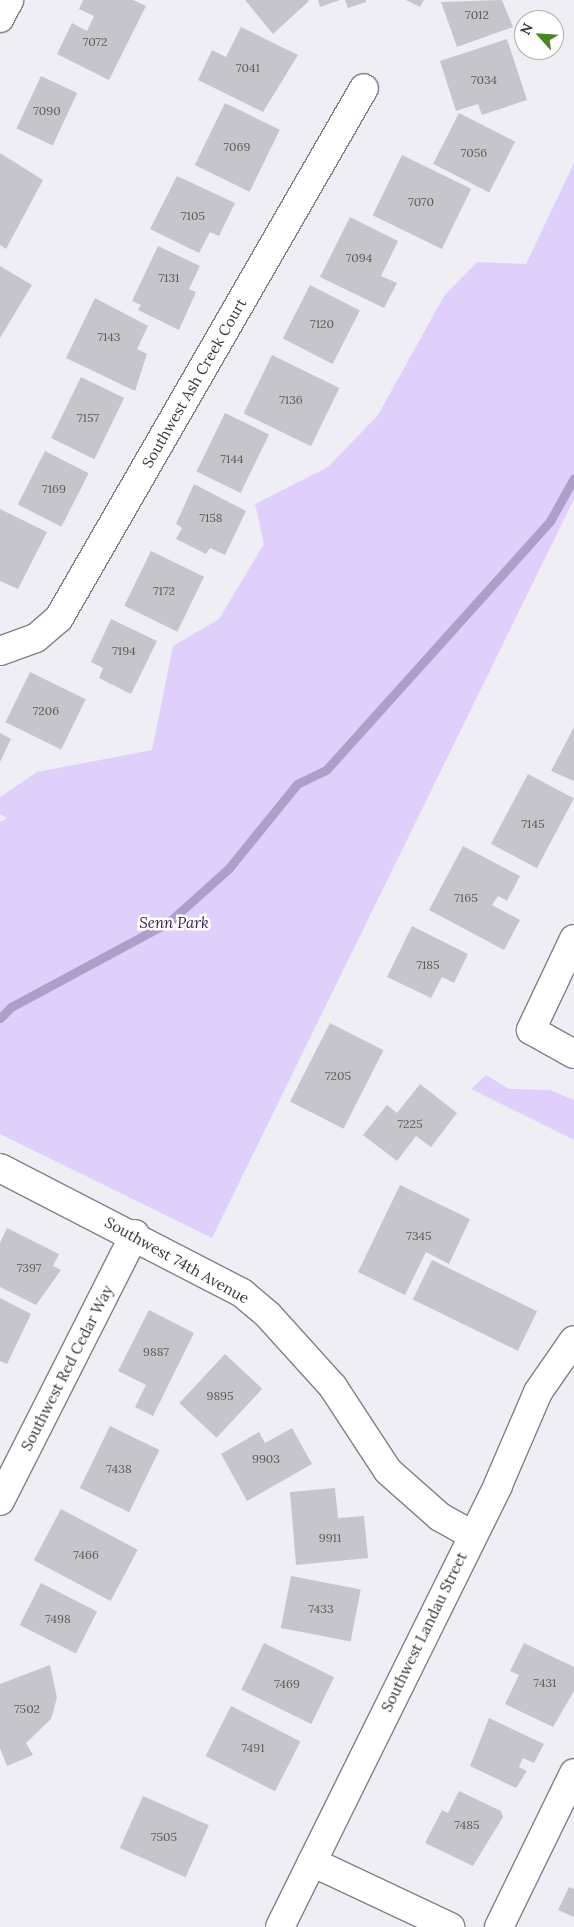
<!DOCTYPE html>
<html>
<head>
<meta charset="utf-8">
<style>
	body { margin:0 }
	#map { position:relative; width:574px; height:1927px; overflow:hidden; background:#f0eef5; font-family:Lora,serif }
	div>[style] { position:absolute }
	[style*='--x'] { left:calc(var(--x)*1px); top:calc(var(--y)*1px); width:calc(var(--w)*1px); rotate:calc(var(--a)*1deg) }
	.green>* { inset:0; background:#dfd0fb }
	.stream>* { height:9px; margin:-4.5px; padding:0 4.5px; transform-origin:4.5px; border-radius:4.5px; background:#ae9fca }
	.building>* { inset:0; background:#c7c5cc; transform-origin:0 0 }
	.roads { filter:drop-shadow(1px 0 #828086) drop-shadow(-1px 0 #828086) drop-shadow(0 1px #828086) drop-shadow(0 -1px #828086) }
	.minor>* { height:28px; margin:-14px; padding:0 14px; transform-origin:14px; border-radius:14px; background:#fff }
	span { translate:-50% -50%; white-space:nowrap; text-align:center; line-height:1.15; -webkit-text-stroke:5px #fff; paint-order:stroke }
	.number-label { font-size:12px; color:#5b5a5e }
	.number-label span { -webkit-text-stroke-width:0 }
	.street-label { font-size:15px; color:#373639 }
	.park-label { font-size:15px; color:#331c51; font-style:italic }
	.north { position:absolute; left:514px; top:10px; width:50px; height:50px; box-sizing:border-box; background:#fff; border:1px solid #afafb0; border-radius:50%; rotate:296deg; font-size:14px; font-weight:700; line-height:20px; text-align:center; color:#373639 }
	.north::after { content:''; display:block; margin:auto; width:18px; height:22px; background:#498524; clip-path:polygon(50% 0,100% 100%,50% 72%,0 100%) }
</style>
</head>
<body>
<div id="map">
	<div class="green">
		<div style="clip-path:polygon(574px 163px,574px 499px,212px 1238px,0 1134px,0 822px,7px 818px,0 814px,0 797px,37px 772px,152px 750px,173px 646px,219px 619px,264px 544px,255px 504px,328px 467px,378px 415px,444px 296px,477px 262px,526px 264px)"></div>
		<div style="clip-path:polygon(486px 1075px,509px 1089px,550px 1090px,574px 1100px,574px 1140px,471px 1089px)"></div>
	</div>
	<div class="stream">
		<div style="--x:0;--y:1018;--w:16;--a:-45"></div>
		<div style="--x:11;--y:1007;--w:179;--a:-28.3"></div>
		<div style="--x:169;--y:922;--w:81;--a:-42"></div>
		<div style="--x:229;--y:868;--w:108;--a:-51"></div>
		<div style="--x:297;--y:784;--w:32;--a:-26"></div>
		<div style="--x:326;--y:770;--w:335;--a:-48"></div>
		<div style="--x:550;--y:521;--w:49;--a:-60.8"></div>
	</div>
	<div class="building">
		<div style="clip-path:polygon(83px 0,133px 0,146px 6px,109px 80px,57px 54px,72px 23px,87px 31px,94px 16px,79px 9px)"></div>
		<div style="clip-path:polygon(245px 0,308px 0,309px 1px,273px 34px)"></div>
		<div style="clip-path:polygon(318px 0,340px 0,320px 7px)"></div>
		<div style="clip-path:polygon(345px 0,366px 0,366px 2px,348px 8px)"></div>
		<div style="clip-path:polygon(406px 0,424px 0,420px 7px)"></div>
		<div style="clip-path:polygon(502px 0,513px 27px,457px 47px,441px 2px)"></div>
		<div style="clip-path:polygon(241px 27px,298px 55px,263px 112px,198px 80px,212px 50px,226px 57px)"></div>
		<div style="clip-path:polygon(507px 39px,527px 100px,482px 115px,478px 104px,456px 111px,440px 61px)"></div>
		<div style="left:41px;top:76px;width:40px;height:58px;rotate:25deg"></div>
		<div style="left:225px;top:103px;width:61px;height:69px;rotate:26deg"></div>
		<div style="left:459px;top:113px;width:63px;height:57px;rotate:27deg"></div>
		<div style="clip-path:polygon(0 153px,43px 180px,6px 249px,0 245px)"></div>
		<div style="left:402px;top:155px;width:77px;height:67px;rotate:26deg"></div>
		<div style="clip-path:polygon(177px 176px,235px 203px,219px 236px,210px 232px,199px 253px,150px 229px)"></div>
		<div style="clip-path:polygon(350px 217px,398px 241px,381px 276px,397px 283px,384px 308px,320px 277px)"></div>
		<div style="clip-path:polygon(158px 246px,200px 266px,189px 289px,196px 292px,179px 330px,138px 310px,141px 305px,132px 301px)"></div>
		<div style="clip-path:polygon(0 266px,32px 285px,0 338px)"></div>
		<div style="left:310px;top:285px;width:56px;height:60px;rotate:27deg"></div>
		<div style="clip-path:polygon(95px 298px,148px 326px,137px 349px,147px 354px,135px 391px,66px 358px)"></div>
		<div style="left:272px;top:355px;width:75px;height:65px;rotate:26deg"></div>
		<div style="left:81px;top:377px;width:48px;height:68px;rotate:26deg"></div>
		<div style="left:225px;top:413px;width:49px;height:65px;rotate:26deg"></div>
		<div style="left:45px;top:451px;width:49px;height:60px;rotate:27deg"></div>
		<div style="clip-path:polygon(194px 484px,246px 511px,225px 555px,210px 548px,206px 554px,176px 539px,182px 528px,176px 524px)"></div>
		<div style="clip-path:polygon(0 509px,47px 532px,18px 589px,0 581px)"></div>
		<div style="left:151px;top:551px;width:59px;height:61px;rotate:26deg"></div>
		<div style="clip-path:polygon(111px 619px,157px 641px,131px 694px,99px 678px,103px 668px,91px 662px)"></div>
		<div style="left:30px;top:672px;width:62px;height:56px;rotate:26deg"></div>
		<div style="clip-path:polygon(574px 727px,574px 781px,551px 771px)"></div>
		<div style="clip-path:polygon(0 733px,11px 739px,0 762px)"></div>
		<div style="left:528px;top:774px;width:52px;height:79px;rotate:28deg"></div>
		<div style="clip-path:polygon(463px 846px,520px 876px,507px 901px,498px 896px,492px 905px,520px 920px,504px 950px,429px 910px)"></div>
		<div style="clip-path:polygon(412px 926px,468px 954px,454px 983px,442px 977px,431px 998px,387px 977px)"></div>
		<div style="left:330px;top:1023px;width:60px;height:88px;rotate:27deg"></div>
		<div style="clip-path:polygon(420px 1084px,457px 1113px,431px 1147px,416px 1136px,397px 1161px,363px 1135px,387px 1105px,397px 1113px)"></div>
		<div style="clip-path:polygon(400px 1185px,470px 1219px,449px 1264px,426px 1252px,405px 1295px,358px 1272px)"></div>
		<div style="clip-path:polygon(7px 1228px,59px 1254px,53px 1266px,61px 1270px,36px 1305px,0 1287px,0 1243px)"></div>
		<div style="left:432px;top:1260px;width:117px;height:44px;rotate:26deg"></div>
		<div style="clip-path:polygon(0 1298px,31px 1314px,7px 1364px,0 1361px)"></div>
		<div style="clip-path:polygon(149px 1310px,194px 1333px,153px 1416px,135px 1407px,146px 1385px,118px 1371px)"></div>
		<div style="left:225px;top:1354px;width:51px;height:67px;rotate:43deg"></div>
		<div style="left:110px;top:1426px;width:55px;height:69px;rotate:26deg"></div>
		<div style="clip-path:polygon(292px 1428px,312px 1464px,247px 1501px,221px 1454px,259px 1432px,265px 1443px)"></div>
		<div style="clip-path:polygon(335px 1488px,338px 1518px,364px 1516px,368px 1558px,296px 1565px,290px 1492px)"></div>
		<div style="left:61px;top:1509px;width:87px;height:58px;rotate:28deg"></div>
		<div style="left:291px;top:1576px;width:71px;height:53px;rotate:11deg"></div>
		<div style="left:41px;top:1583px;width:63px;height:47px;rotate:27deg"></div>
		<div style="left:264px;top:1643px;width:78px;height:52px;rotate:26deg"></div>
		<div style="clip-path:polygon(524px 1643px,574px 1667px,574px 1691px,553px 1727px,505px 1704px,519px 1675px,510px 1671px)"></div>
		<div style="clip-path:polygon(50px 1665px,57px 1698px,51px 1719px,26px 1743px,33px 1755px,7px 1766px,0 1748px,0 1684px)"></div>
		<div style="left:231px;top:1706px;width:78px;height:56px;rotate:27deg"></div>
		<div style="clip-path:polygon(489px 1718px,544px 1744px,534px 1763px,523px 1758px,519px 1767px,527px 1771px,516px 1788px,470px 1766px)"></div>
		<div style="clip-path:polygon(459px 1791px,501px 1811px,503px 1817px,473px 1866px,425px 1843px,442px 1810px,448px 1813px)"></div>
		<div style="left:143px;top:1796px;width:72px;height:57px;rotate:24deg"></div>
		<div style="clip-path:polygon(569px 1887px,574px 1889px,574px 1917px,558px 1910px)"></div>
	</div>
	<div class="roads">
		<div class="minor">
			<div style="--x:0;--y:18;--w:20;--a:-63"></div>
			<div style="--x:0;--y:651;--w:38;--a:-20"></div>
			<div style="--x:36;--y:638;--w:30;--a:-41"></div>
			<div style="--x:59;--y:618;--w:611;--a:-60.08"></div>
			<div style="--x:574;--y:939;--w:101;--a:115.3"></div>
			<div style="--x:531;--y:1030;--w:49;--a:29.2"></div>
			<div style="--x:0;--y:1168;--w:272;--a:27.3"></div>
			<div style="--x:242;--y:1293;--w:34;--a:40"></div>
			<div style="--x:268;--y:1315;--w:97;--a:47.9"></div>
			<div style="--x:333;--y:1387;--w:100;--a:56.8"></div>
			<div style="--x:388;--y:1471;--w:69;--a:41.5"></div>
			<div style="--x:440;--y:1517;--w:35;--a:29"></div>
			<div style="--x:0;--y:1501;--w:299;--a:-63.2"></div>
			<div style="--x:312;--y:1862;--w:153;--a:25.2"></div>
			<div style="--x:280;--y:1927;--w:493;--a:-63.7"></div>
			<div style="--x:498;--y:1485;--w:101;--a:-66.7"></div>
			<div style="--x:538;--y:1392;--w:63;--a:-55.3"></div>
			<div style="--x:499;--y:1927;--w:171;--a:-64"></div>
		</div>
	</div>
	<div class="number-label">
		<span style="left:477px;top:15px">7012</span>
		<span style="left:95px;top:42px">7072</span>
		<span style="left:248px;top:68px">7041</span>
		<span style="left:484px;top:80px">7034</span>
		<span style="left:47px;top:111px">7090</span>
		<span style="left:237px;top:147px">7069</span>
		<span style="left:474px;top:153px">7056</span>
		<span style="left:421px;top:202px">7070</span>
		<span style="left:193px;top:216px">7105</span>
		<span style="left:359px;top:258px">7094</span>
		<span style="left:169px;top:278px">7131</span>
		<span style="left:322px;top:324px">7120</span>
		<span style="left:109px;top:337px">7143</span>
		<span style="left:291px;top:400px">7136</span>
		<span style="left:88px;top:418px">7157</span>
		<span style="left:232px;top:459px">7144</span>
		<span style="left:54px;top:489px">7169</span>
		<span style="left:211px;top:518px">7158</span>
		<span style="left:164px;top:591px">7172</span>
		<span style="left:124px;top:651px">7194</span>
		<span style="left:46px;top:711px">7206</span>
		<span style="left:533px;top:824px">7145</span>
		<span style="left:466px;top:898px">7165</span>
		<span style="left:428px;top:965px">7185</span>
		<span style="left:338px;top:1076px">7205</span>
		<span style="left:410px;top:1124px">7225</span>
		<span style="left:419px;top:1236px">7345</span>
		<span style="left:29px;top:1268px">7397</span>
		<span style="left:156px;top:1352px">9887</span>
		<span style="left:220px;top:1396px">9895</span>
		<span style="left:266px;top:1459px">9903</span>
		<span style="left:119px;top:1469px">7438</span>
		<span style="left:330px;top:1538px">9911</span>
		<span style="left:86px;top:1555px">7466</span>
		<span style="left:321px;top:1609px">7433</span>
		<span style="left:58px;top:1619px">7498</span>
		<span style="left:545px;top:1683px">7431</span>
		<span style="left:287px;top:1684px">7469</span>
		<span style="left:27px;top:1709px">7502</span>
		<span style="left:253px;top:1748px">7491</span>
		<span style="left:467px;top:1825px">7485</span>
		<span style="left:164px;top:1837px">7505</span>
	</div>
	<div class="street-label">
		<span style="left:194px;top:383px;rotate:-60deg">Southwest Ash Creek Court</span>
		<span style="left:177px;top:1260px;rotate:29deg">Southwest 74th Avenue</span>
		<span style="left:67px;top:1368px;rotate:-63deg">Southwest Red Cedar Way</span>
		<span style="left:424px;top:1632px;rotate:-64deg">Southwest Landau Street</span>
	</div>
	<div class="park-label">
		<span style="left:174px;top:923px">Senn Park</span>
	</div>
	<div class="north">N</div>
</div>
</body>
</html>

● WHAT THIS TASK INVOLVES
Both the line containing "position:relative; width:574px; height:1927px;" and the line containing "filter:drop-shadow(1px 0 #828086)" belong in the answer. Print them and every line above that falls between them exactly, and no others.

● THE COMPLETED TASK
	#map { position:relative; width:574px; height:1927px; overflow:hidden; background:#f0eef5; font-family:Lora,serif }
	div>[style] { position:absolute }
	[style*='--x'] { left:calc(var(--x)*1px); top:calc(var(--y)*1px); width:calc(var(--w)*1px); rotate:calc(var(--a)*1deg) }
	.green>* { inset:0; background:#dfd0fb }
	.stream>* { height:9px; margin:-4.5px; padding:0 4.5px; transform-origin:4.5px; border-radius:4.5px; background:#ae9fca }
	.building>* { inset:0; background:#c7c5cc; transform-origin:0 0 }
	.roads { filter:drop-shadow(1px 0 #828086) drop-shadow(-1px 0 #828086) drop-shadow(0 1px #828086) drop-shadow(0 -1px #828086) }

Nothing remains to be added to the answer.